I think you're misunderstanding, think of it like various points on a 2D map. I get x/y coordinates, and the associated elevation for that point, one at a time (in a streamed fashion). I'm trying to model the elevation based on the coordinates, however, most of the samples are from one small area of the map, and the others are from the various surrounding region. Lets say, 90% of the point data represents 10% of the area. <-- That's the irregular distribution I'm talking about. Now, consider that my point data is from the melting polar cap in Antarctica, where the elevation slowly changes over time. Also, consider that the sample locations change as well, so no longer is that 90% that represents 10% in the same x/y region it was before. Now, also consider that we're in a different Universe, where point data isn't 2D but 34D and elevation isn't 1D but 12D. This is the problem I'm working on.

Top

trojanrabbit

Post subject: Re: Iteratively Modeling Irregularly Distributed Data Stream

Posted: Thu May 16, 2013 4:46 pm

Junior Member

Joined: Fri Apr 05, 2013 2:21 am
Posts: 11

Maybe use kNN with the weights decreasing with distance?

Tysen

Top

cantina

Post subject: Re: Iteratively Modeling Irregularly Distributed Data Stream

Posted: Thu May 16, 2013 7:07 pm

Veteran Member

Joined: Thu Feb 28, 2013 2:39 am
Posts: 437

Will that work for streamed data?

I suppose I could: cache, cluster, train.
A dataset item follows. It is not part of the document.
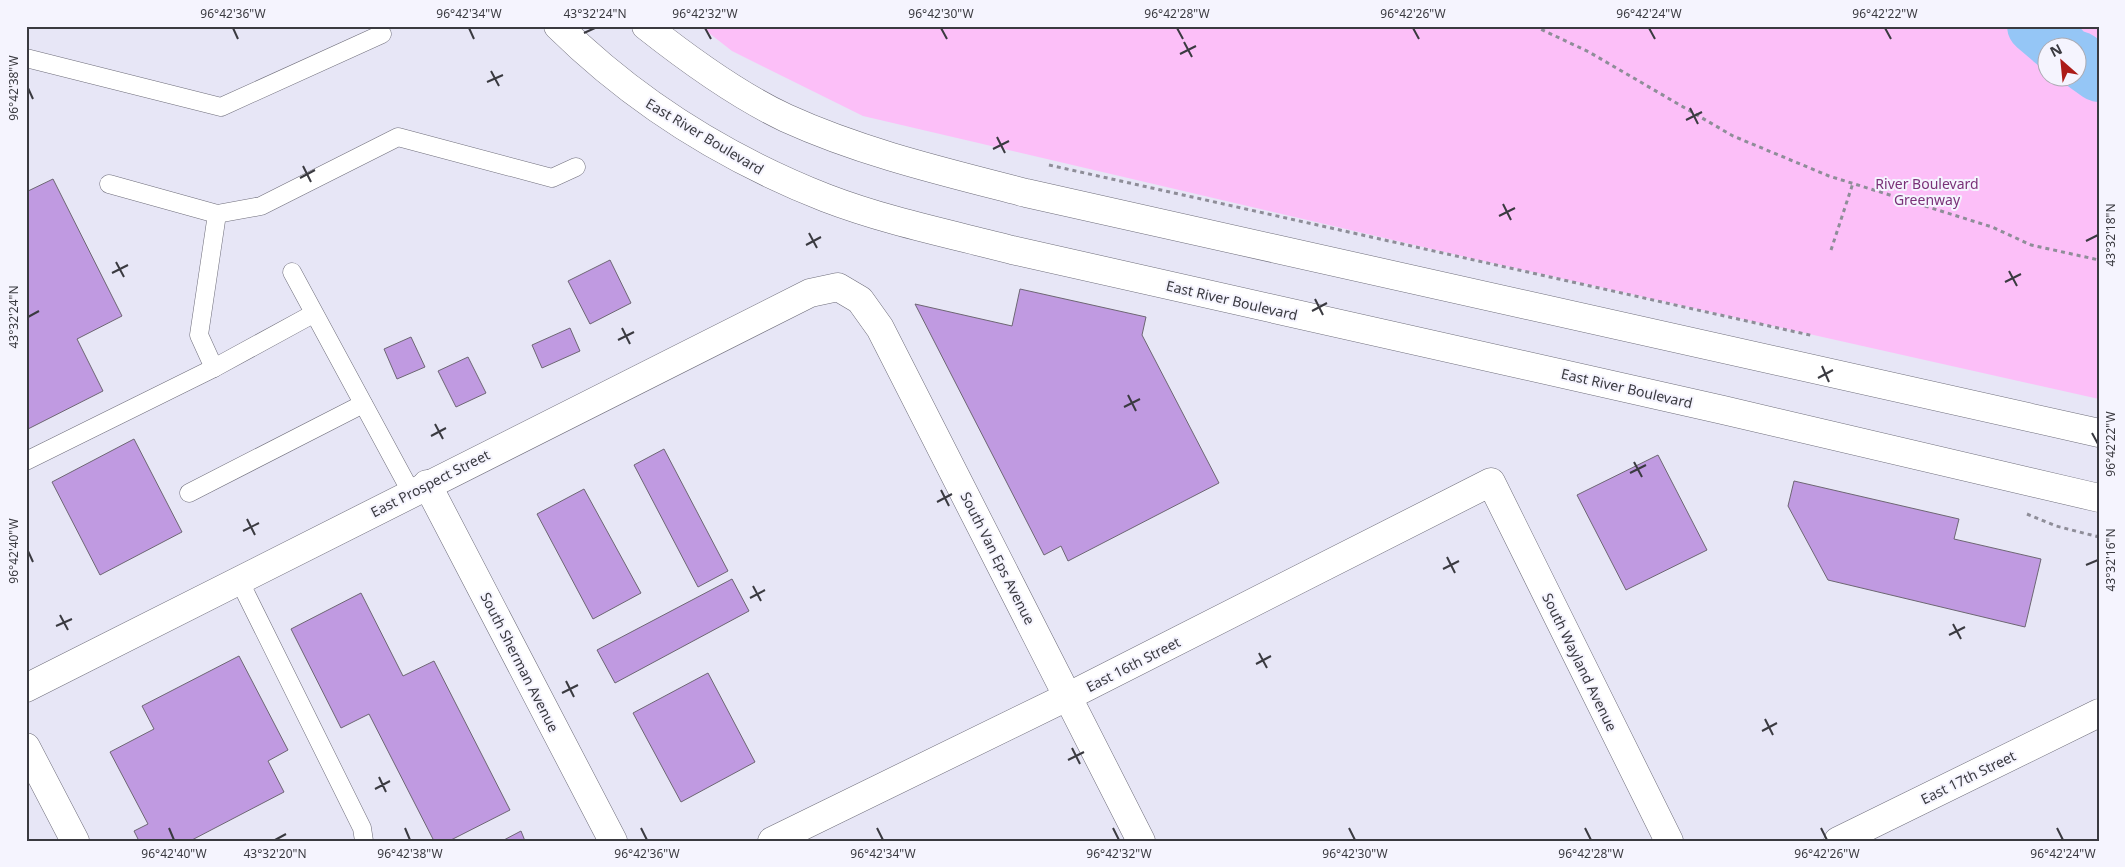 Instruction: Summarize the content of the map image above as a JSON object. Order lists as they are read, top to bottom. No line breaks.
{"streets":{"street":["East River Boulevard","East Prospect Street","South Van Eps Avenue","South Sherman Avenue","South Wayland Avenue","East 16th Street","East 17th Street"]},"crossings":[["East Prospect Street","South Van Eps Avenue"],["East Prospect Street","South Sherman Avenue"],["South Van Eps Avenue","East 16th Street"],["South Wayland Avenue","East 16th Street"]],"parks":["River Boulevard Greenway"],"north":"top left","coordinates":["96°42'36\"W","96°42'34\"W","43°32'24\"N","96°42'32\"W","96°42'30\"W","96°42'28\"W","96°42'26\"W","96°42'24\"W","96°42'22\"W","96°42'38\"W","43°32'18\"N","96°42'40\"W","43°32'16\"N","43°32'20\"N"]} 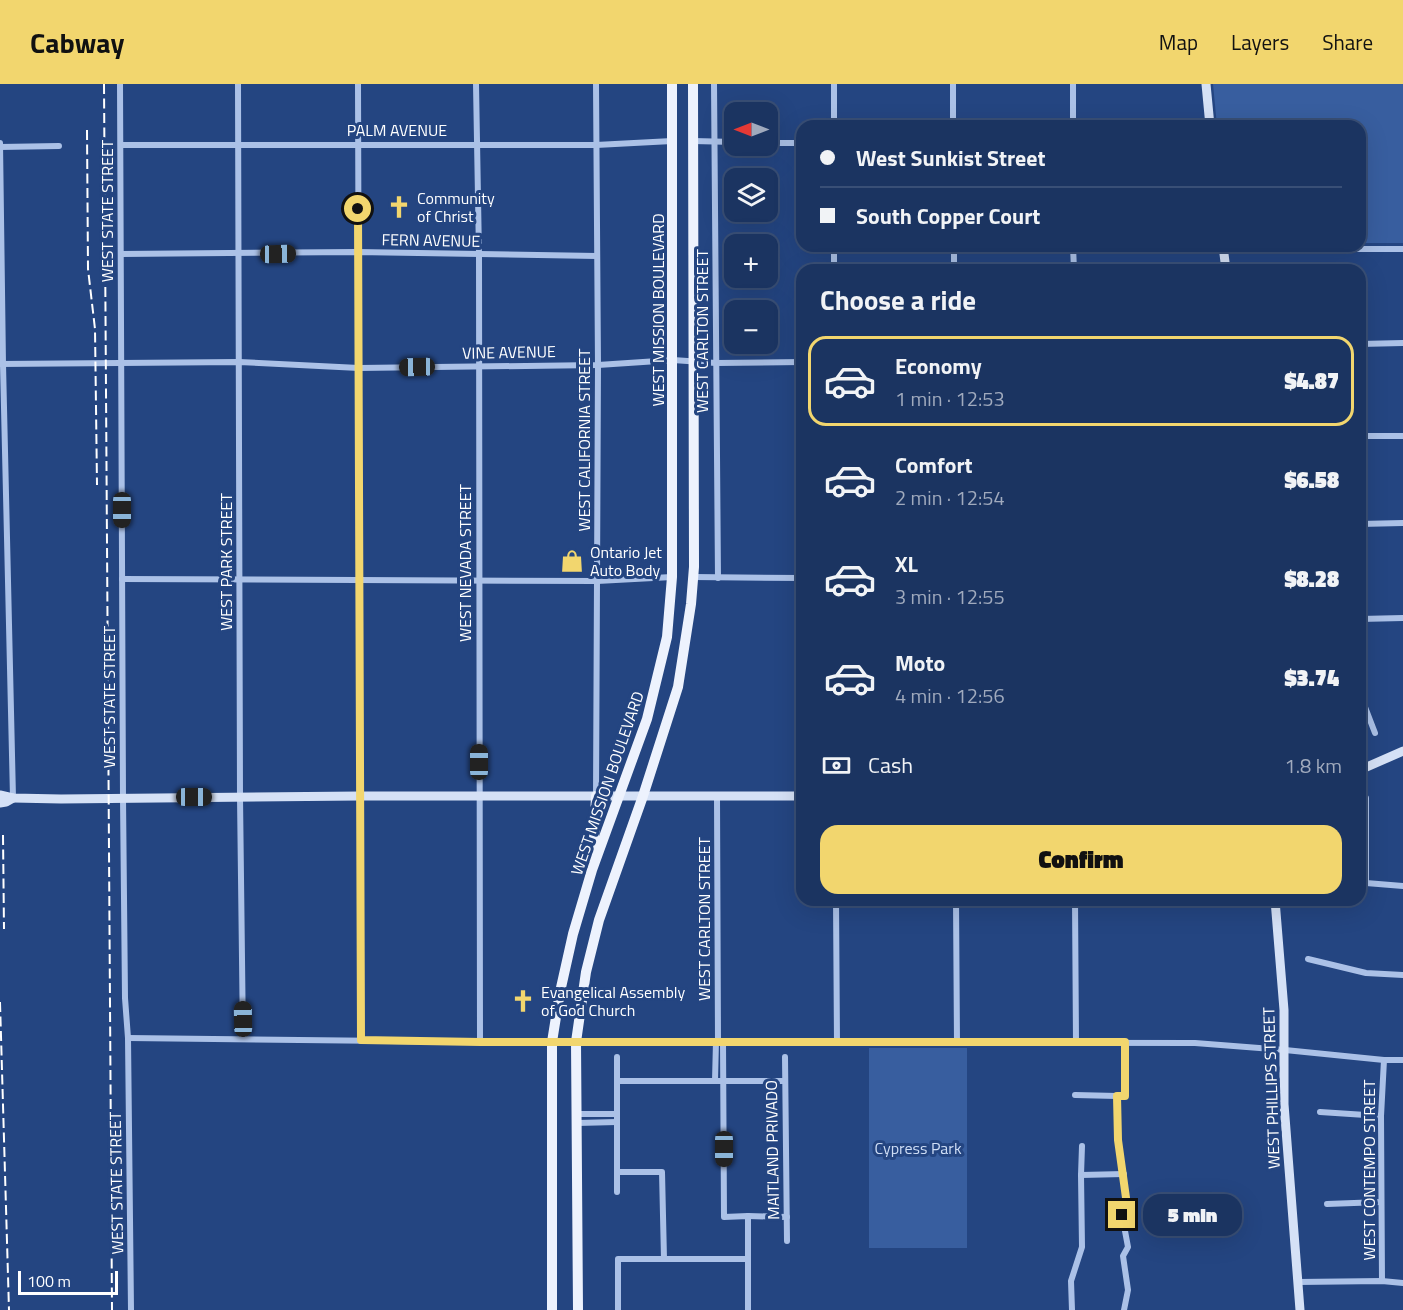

Last edited by cantina on Fri May 17, 2013 12:23 am, edited 1 time in total.

Top

sn0w

Post subject: Re: Iteratively Modeling Irregularly Distributed Data Stream

Posted: Thu May 16, 2013 7:54 pm

Junior Member

Joined: Wed Mar 06, 2013 3:58 am
Posts: 10

You could use Kalman Filter (or any other Bayes Filter: variations of KF, particle filters, grid estimators, etc.), it works pretty good with streamed data. However, all those smart filters require motion/observation model of a system which is hard to be found analytically. But even with poor (e.g. constant or linear) motion model, you will get a good estimation of posterior distribution in some cases just because of the nature of recursive estimation.

Top

cantina

Post subject: Re: Iteratively Modeling Irregularly Distributed Data Stream

Posted: Thu May 16, 2013 10:12 pm

Veteran Member

Joined: Thu Feb 28, 2013 2:39 am
Posts: 437

I don't receive a stream of information about a single point, rather I receive a stream of information about random points. So, I don't see how I would apply the Kalman filter? It would eventually just give me the (weighted) average of all point coordinates, would it not? The point coordinates (inputs) are not noisy, they are precise, they're just unevenly distributed.

Top

ibot

Post subject: Re: Iteratively Modeling Irregularly Distributed Data Stream

Posted: Sat May 18, 2013 10:58 pm

Regular Member

Joined: Tue Mar 05, 2013 9:19 pm
Posts: 50

trojanrabbit wrote:

Maybe use kNN with the weights decreasing with distance?

Tysen

An Adaptive Nearest Neighbor Classiﬁcation Algorithm for Data Streams
Had a quick glance over but seems quite clear and may have some useful information.
What about PCA or similar techniques relating to dimensionality problems?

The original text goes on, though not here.